WORK TO COMPLETE ▸
Return the count of lines in the following records that include "pixel", and nothing more.
--- DATA FOR PROCESSING ---
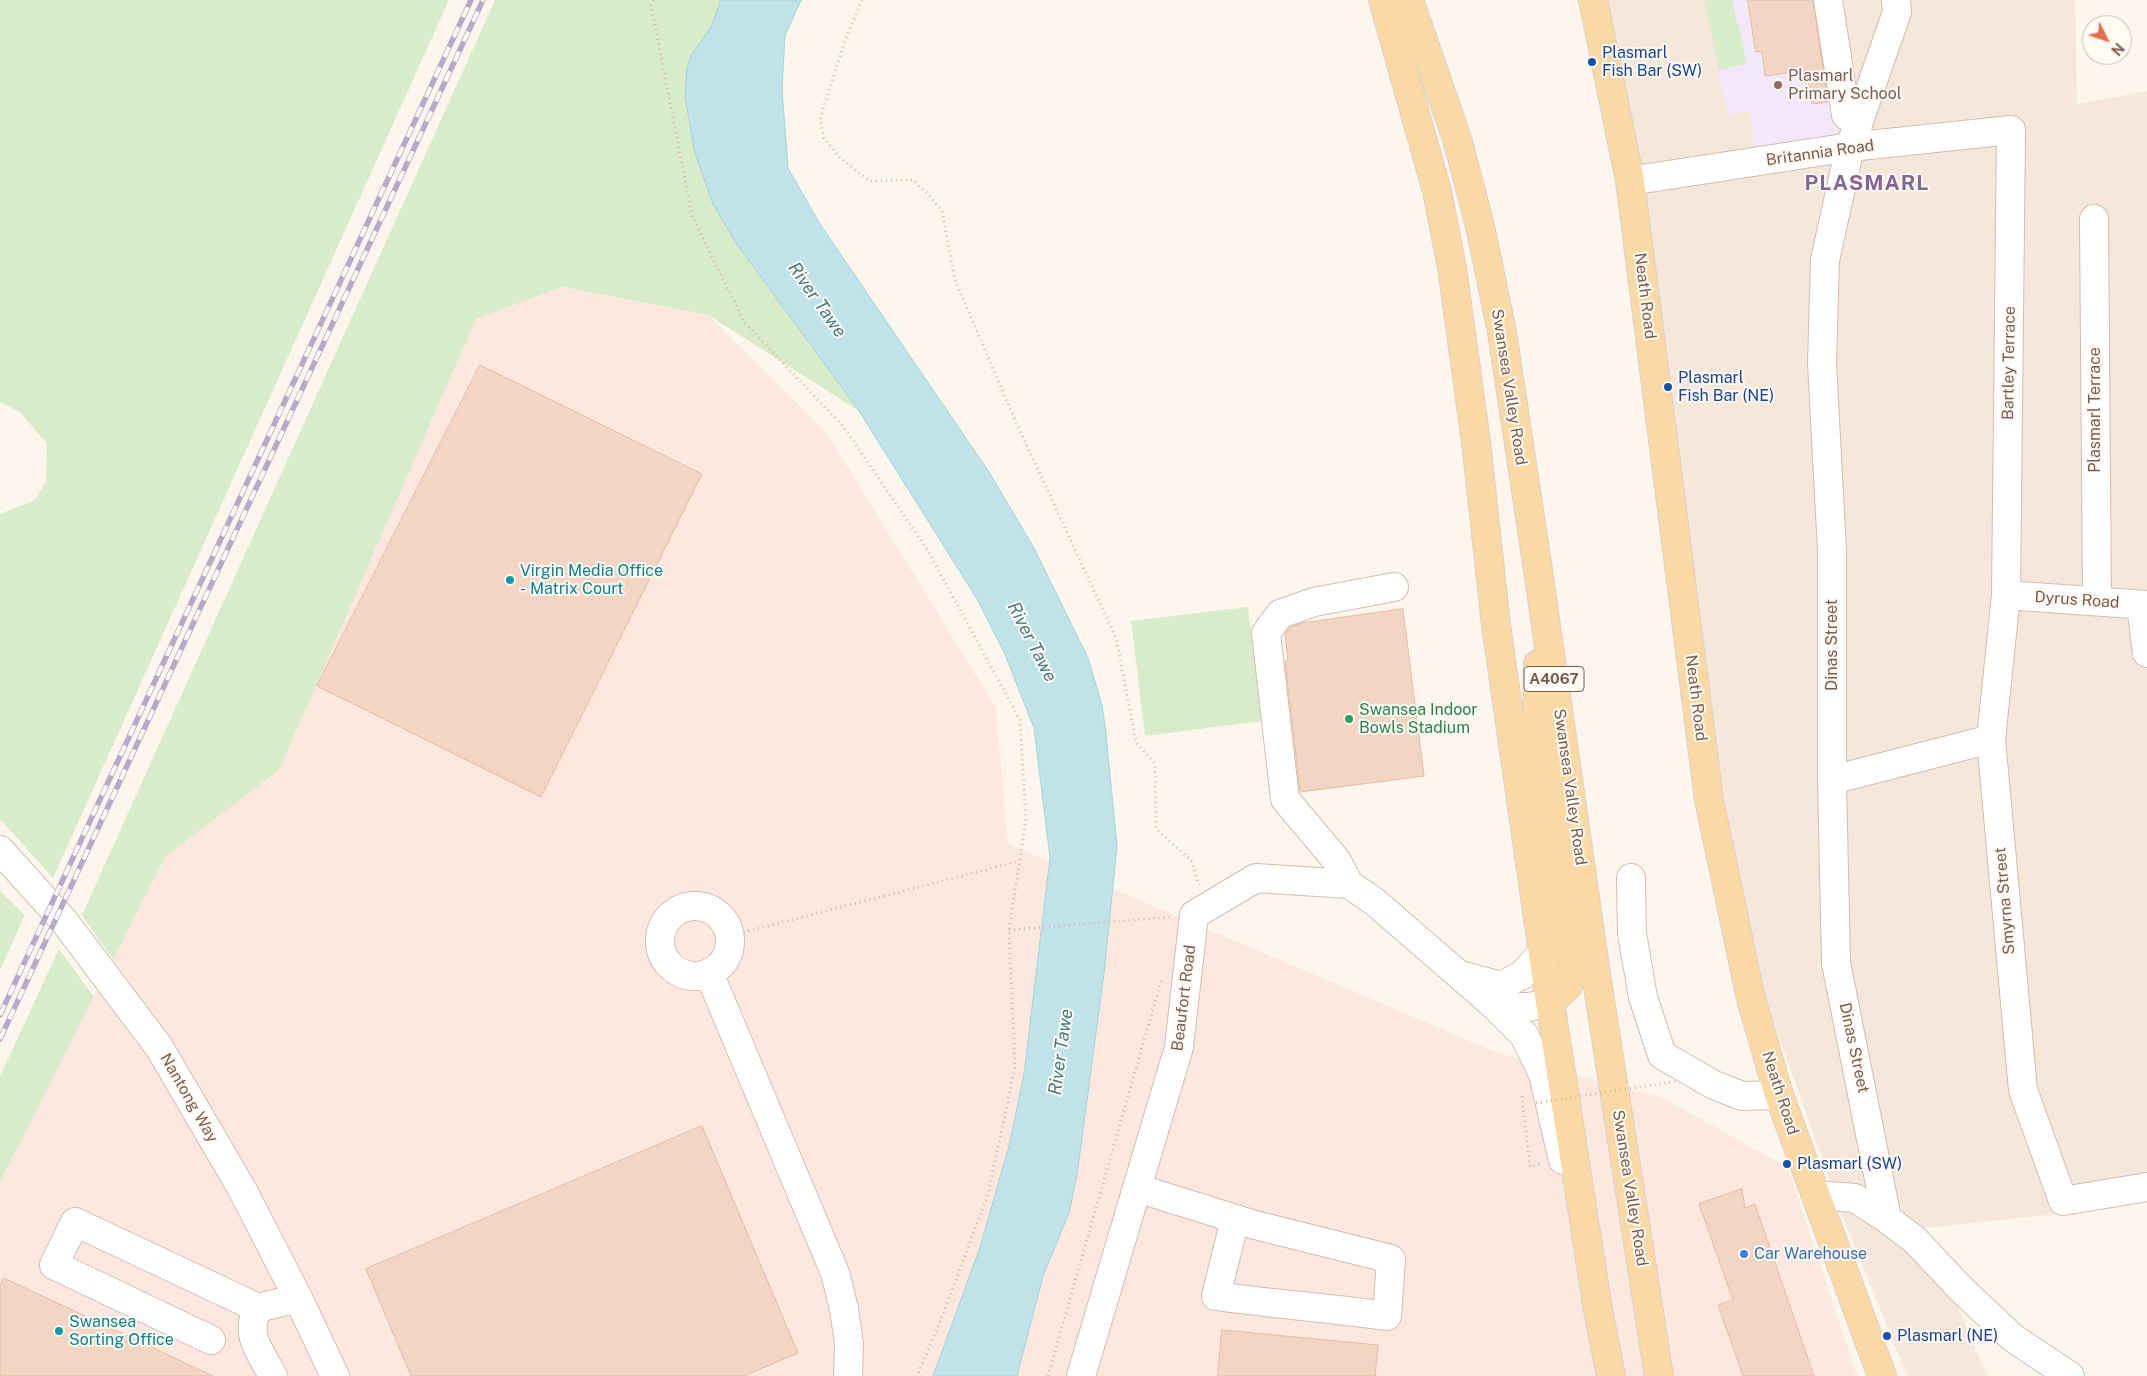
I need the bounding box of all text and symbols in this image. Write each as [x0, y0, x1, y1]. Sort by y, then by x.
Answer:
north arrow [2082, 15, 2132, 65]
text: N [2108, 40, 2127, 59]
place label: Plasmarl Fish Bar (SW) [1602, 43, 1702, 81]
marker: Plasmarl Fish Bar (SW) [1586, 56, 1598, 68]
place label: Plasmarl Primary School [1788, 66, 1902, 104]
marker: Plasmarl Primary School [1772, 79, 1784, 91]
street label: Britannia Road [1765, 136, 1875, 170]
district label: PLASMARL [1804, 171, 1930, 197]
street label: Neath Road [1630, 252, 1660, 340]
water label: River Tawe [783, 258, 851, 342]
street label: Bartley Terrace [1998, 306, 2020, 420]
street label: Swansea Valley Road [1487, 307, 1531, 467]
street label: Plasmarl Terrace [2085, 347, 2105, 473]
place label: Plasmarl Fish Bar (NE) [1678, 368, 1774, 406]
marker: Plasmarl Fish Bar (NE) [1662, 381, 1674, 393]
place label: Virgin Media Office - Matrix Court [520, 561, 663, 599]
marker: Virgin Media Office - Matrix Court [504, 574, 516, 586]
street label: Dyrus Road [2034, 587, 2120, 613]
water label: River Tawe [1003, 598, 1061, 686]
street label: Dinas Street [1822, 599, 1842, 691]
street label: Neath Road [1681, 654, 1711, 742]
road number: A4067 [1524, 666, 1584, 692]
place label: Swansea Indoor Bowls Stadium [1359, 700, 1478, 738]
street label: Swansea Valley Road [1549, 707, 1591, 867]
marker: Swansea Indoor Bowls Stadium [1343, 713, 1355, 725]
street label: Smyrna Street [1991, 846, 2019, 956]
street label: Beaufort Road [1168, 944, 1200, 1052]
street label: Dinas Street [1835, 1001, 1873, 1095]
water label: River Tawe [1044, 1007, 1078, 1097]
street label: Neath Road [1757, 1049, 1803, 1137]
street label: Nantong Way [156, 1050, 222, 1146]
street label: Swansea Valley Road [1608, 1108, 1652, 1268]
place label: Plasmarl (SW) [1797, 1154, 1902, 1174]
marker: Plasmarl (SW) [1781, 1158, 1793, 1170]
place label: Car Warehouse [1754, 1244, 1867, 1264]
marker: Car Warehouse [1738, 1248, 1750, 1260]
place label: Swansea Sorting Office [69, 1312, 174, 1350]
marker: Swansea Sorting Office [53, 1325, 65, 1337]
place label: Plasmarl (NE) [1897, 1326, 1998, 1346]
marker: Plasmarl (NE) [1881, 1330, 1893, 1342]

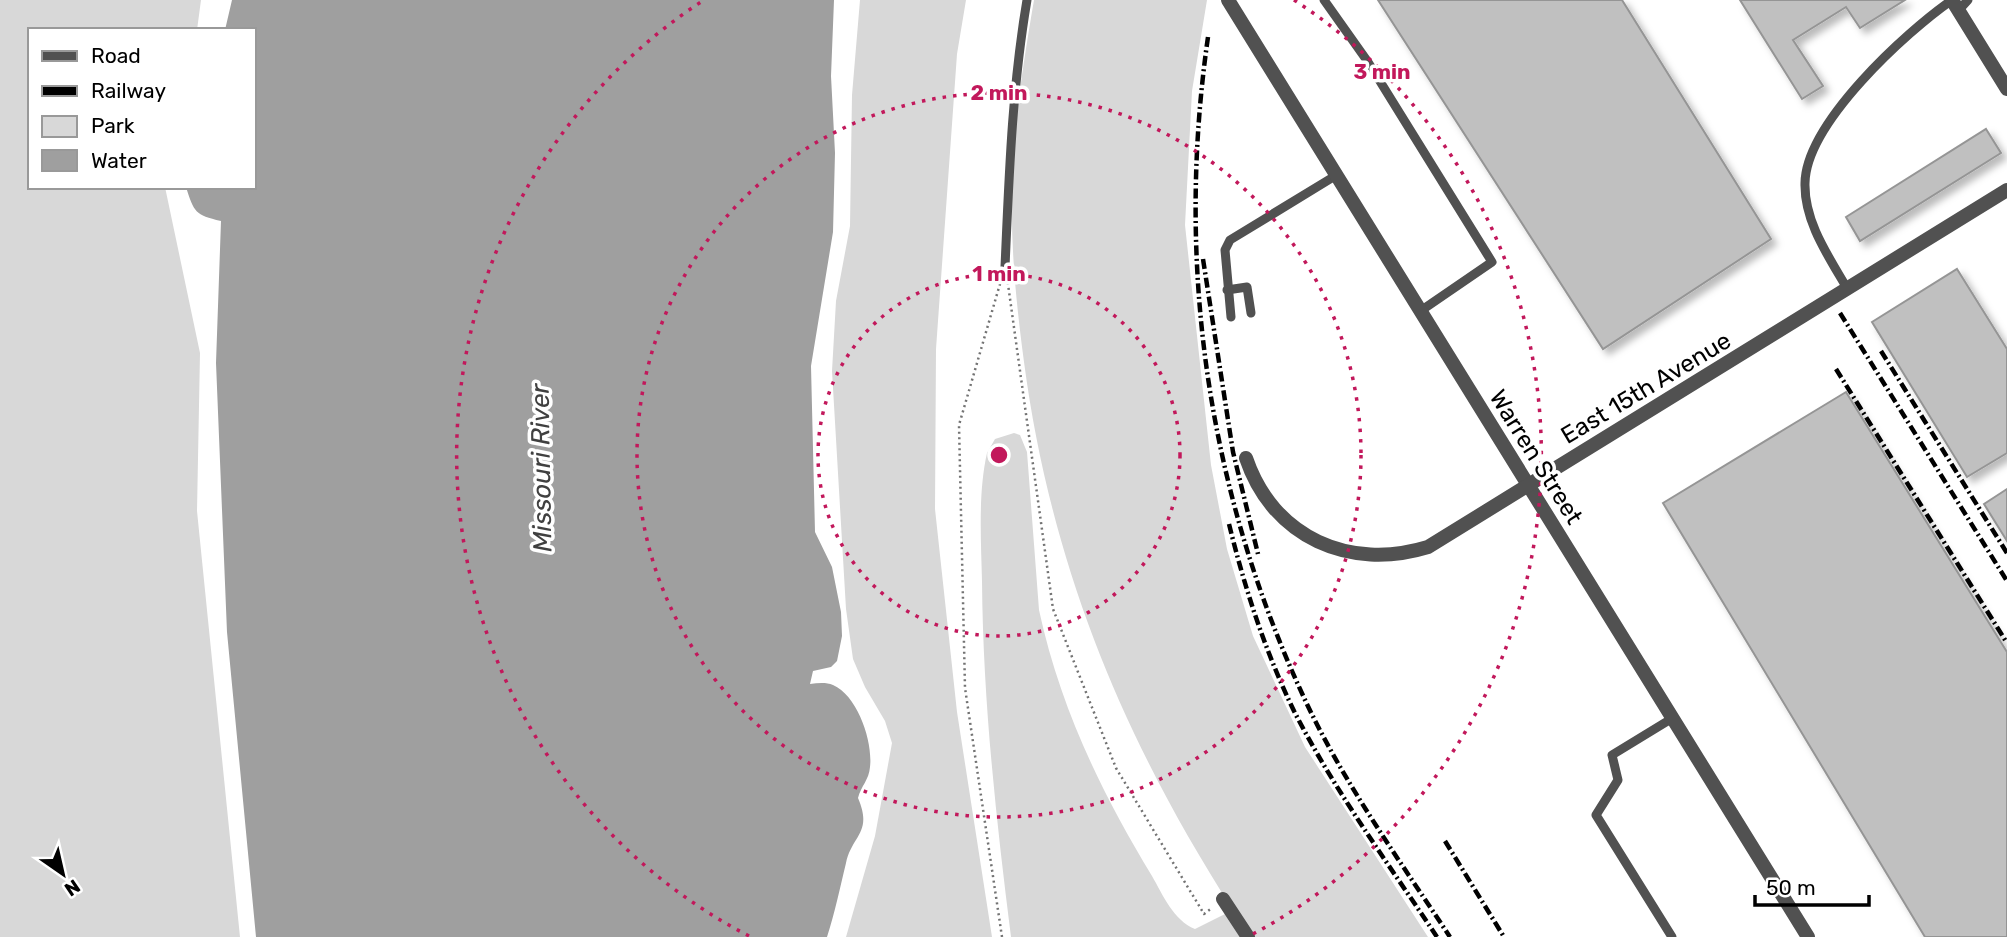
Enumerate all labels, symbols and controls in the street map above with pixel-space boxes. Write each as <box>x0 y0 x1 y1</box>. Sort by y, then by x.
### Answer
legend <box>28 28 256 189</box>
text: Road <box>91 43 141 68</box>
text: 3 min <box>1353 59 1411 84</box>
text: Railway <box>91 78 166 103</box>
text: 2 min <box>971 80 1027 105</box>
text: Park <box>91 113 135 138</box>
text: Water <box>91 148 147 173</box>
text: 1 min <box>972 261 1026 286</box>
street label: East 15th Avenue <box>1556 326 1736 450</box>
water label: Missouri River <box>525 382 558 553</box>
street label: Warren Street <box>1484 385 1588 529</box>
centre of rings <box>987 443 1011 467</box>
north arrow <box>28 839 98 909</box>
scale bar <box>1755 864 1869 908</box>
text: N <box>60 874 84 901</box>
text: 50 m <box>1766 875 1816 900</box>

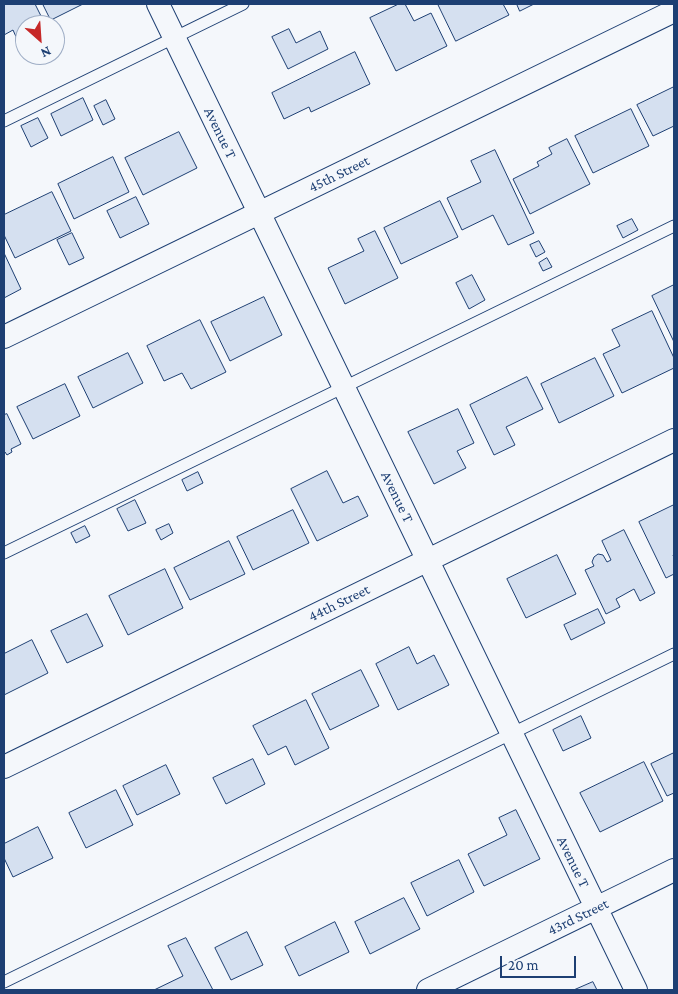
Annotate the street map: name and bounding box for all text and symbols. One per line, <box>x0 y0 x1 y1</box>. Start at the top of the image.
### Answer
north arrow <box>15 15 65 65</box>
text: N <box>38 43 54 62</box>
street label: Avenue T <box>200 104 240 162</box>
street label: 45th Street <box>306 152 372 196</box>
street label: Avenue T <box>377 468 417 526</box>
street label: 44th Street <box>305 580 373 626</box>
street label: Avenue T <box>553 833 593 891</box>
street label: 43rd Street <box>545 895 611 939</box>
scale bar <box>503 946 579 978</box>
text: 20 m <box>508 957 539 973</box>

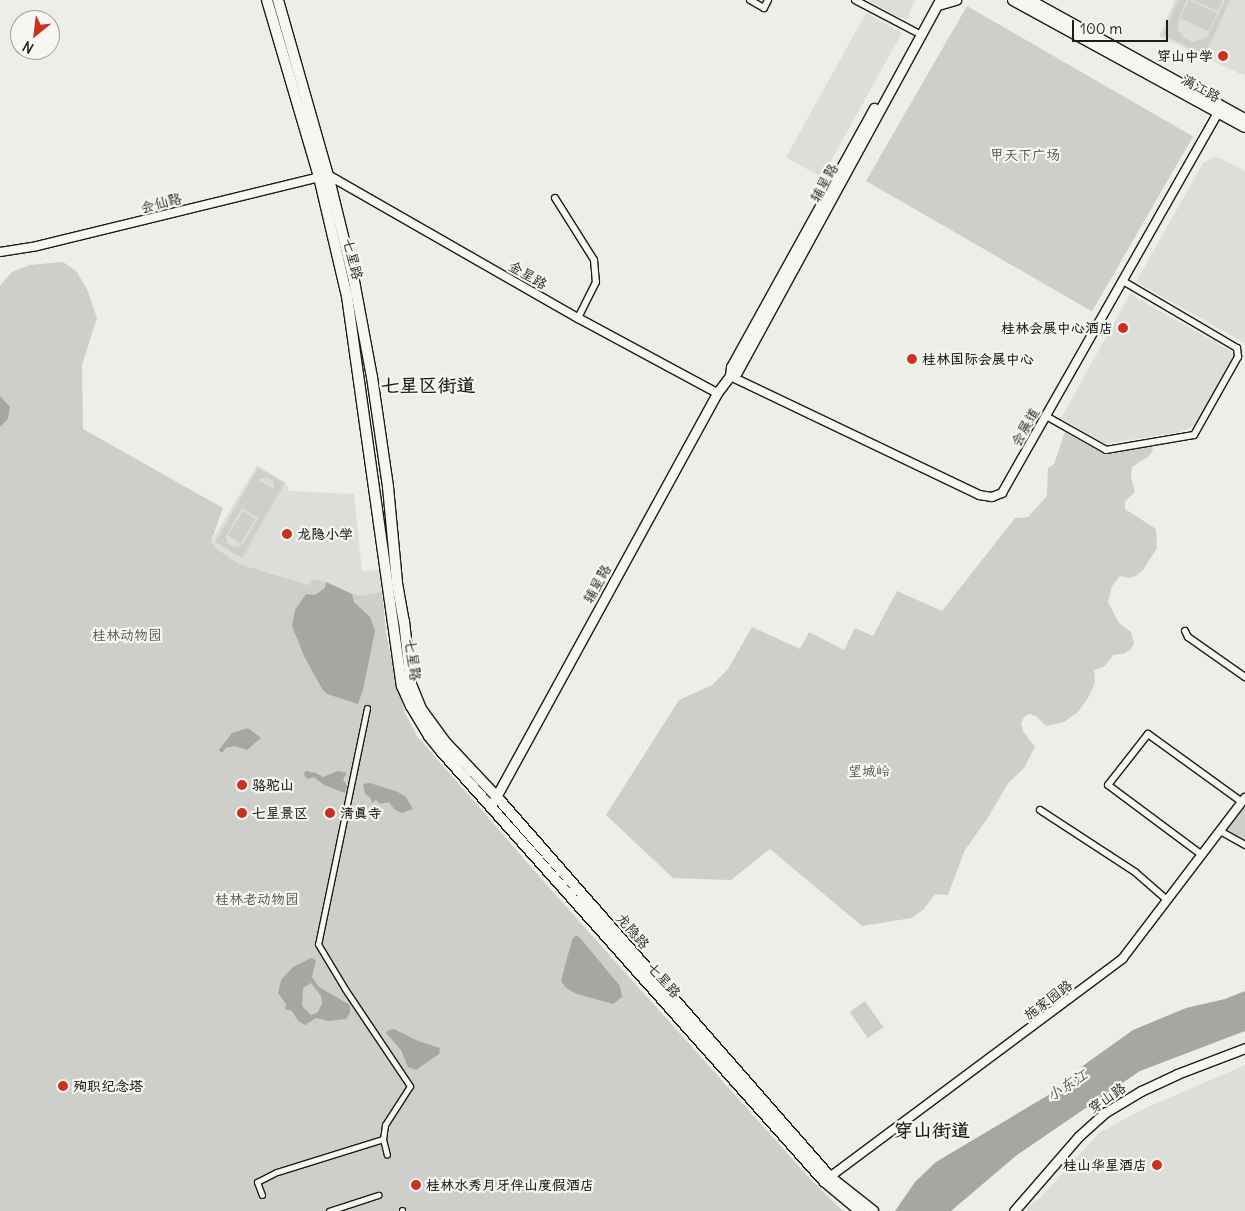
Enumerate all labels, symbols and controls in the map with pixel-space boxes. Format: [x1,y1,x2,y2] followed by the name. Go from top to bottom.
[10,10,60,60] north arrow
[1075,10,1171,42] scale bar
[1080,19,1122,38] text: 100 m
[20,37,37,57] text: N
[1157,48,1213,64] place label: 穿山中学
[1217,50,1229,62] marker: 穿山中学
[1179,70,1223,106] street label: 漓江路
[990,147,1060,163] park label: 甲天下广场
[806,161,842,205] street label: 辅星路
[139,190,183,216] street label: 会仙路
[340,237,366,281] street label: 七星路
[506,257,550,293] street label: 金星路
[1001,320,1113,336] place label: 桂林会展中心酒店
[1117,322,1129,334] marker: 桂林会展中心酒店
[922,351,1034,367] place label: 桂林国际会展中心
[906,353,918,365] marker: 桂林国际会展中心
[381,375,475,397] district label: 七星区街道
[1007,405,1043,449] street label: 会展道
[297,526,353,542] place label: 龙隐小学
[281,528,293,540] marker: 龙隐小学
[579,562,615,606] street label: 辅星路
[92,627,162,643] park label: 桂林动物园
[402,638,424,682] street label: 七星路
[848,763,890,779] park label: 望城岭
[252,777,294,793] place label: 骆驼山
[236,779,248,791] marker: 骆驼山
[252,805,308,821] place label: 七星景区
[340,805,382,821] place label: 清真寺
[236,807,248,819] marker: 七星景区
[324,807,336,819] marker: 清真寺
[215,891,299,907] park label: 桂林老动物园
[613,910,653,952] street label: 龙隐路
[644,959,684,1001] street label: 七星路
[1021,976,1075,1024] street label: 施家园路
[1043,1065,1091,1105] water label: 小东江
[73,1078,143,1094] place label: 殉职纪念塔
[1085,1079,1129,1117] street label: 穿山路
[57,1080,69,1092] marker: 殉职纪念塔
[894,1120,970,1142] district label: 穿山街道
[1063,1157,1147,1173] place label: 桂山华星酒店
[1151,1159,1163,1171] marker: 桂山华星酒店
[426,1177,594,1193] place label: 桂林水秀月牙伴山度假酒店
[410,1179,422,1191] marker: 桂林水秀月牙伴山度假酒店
---
EXERCISE SOLUTION ▸
2